Arts & Crafts Homes & Designs
Arts & Crafts Inspired Designs from Southland Log Homes
Southland Log Homes, provider of America’s Favorite Log Home™, is pleased to announce a new agreement with The Stickley Museum at Craftsman Farms, the former home of early twentieth century designer Gustav Stickley. Stickley was a major proponent of the American Arts and Crafts movement, which emphasized the value and beauty of well-crafted design that used natural materials and was in harmony with the environment.
To quote from Stickley’s magazine, The Craftsman (November 1911): “There are elements of intrinsic beauty in the simplification of a house built on the log cabin idea. First, there is the bare beauty of the logs themselves with their long lines and firm curves. Then there is the open charm felt of the structural features which are not hidden under plaster and ornament, but are clearly revealed, a charm felt in Japanese architecture….The quiet rhythmic monotone of the wall of logs fills one with the rustic peace of a secluded nook in the woods.”
Southland and The Stickley Museum will work together to develop a portfolio of Arts and Crafts-inspired log home designs, which will be marketed and manufactured by Southland. Southland and The Stickley Museum will also work together on a number of initiatives to support The Stickley Museum’s mission of demonstrating the continuing relevance of the values exhibited by the work of Gustav Stickley and the Arts and Crafts movement. In 1911, Gustav Stickley designed and built a log home which can be viewed today at Craftsman Farms in Morris County, New Jersey.

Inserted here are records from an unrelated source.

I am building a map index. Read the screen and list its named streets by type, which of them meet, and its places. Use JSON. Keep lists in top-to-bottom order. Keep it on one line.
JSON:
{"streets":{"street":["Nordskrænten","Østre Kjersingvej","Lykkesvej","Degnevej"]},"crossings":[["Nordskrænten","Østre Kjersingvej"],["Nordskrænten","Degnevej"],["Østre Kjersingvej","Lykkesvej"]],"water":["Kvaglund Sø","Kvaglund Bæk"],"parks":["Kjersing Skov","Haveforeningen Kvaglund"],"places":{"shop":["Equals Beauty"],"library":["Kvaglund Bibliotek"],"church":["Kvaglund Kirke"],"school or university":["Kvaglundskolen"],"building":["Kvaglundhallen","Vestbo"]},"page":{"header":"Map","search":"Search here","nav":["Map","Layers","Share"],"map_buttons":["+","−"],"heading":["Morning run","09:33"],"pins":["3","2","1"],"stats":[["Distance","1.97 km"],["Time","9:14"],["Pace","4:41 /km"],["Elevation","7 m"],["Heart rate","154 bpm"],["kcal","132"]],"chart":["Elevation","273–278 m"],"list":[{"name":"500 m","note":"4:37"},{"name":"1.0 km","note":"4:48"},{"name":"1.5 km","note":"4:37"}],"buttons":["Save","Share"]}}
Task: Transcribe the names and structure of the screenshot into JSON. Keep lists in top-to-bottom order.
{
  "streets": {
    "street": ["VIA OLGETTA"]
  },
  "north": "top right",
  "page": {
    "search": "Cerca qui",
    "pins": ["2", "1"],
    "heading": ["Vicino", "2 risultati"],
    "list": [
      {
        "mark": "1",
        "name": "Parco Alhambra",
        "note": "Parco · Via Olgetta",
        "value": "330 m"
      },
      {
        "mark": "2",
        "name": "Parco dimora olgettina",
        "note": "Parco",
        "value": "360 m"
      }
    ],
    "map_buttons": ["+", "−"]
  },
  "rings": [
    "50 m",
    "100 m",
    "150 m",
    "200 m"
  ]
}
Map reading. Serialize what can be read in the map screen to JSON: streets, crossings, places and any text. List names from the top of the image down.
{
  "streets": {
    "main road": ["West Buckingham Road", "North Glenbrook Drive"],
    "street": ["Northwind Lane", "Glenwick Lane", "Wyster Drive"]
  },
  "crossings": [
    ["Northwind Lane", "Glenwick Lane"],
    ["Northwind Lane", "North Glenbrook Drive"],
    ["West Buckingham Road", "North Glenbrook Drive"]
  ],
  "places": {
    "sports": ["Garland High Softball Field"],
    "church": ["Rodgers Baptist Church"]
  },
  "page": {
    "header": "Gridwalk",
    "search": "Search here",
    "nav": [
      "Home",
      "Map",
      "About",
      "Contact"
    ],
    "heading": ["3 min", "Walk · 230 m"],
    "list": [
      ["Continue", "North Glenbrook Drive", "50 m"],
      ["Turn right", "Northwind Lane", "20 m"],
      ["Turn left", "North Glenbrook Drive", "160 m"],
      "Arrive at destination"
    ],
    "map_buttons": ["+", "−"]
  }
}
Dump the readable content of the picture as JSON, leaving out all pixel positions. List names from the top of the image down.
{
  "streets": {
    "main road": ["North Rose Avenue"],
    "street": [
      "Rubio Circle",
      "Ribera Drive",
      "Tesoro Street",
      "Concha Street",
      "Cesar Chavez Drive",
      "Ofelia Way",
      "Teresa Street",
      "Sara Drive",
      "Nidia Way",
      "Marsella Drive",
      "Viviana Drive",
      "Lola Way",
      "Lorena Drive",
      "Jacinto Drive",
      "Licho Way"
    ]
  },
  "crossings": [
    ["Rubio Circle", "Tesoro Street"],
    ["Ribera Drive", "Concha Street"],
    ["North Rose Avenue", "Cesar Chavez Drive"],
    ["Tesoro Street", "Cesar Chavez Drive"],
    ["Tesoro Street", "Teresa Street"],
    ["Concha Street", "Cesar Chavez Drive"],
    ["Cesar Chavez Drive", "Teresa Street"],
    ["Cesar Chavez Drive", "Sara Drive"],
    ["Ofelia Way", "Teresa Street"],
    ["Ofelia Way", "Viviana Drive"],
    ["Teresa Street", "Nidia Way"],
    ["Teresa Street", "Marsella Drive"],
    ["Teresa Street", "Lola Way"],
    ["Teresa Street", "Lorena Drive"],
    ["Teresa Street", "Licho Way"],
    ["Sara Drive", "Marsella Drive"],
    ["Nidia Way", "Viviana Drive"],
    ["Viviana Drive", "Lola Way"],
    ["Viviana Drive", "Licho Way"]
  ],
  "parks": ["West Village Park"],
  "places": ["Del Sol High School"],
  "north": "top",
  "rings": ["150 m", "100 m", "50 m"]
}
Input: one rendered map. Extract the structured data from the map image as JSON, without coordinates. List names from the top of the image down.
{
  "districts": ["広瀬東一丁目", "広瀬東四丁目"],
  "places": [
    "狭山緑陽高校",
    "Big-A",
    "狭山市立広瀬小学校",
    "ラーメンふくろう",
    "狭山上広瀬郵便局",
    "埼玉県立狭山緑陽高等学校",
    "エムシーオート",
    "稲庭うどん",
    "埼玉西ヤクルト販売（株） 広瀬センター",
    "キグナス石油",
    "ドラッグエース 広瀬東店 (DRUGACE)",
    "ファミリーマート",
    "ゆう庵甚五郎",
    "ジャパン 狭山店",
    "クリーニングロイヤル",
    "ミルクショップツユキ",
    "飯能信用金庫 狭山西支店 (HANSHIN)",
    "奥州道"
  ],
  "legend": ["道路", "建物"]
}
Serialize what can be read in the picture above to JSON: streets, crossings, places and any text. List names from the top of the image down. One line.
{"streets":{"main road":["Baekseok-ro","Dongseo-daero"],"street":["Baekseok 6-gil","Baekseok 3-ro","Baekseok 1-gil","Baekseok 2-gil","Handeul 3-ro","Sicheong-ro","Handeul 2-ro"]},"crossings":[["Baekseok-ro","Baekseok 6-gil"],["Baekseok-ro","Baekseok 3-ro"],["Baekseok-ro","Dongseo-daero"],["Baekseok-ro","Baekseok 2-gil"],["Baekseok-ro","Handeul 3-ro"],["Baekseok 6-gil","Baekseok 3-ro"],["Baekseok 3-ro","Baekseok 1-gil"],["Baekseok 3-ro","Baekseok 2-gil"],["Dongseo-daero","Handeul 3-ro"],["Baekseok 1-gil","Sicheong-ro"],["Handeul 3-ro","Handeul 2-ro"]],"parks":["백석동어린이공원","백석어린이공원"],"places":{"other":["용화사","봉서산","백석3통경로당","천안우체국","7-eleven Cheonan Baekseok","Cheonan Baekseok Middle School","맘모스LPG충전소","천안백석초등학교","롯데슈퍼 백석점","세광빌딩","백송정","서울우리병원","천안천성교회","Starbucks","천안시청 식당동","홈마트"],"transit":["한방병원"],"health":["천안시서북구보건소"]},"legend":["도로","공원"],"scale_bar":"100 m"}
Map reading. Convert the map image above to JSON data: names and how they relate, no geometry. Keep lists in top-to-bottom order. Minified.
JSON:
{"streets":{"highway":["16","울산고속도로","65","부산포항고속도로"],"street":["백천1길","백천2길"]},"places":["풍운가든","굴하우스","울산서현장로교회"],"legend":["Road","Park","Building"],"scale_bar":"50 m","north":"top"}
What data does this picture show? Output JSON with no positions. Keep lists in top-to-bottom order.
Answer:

“We are pleased to be able to offer log home designs inspired by the vision of Gustav Stickley as part of our comprehensive library of custom-designed plans”, says Ken Sekley, CEO of Southland Log Homes. “The natural materials and environmentally harmonious design principles advocated by Stickley are especially important in today’s world, and are completely consistent with Southland’s ongoing focus on green home designs and building practices.”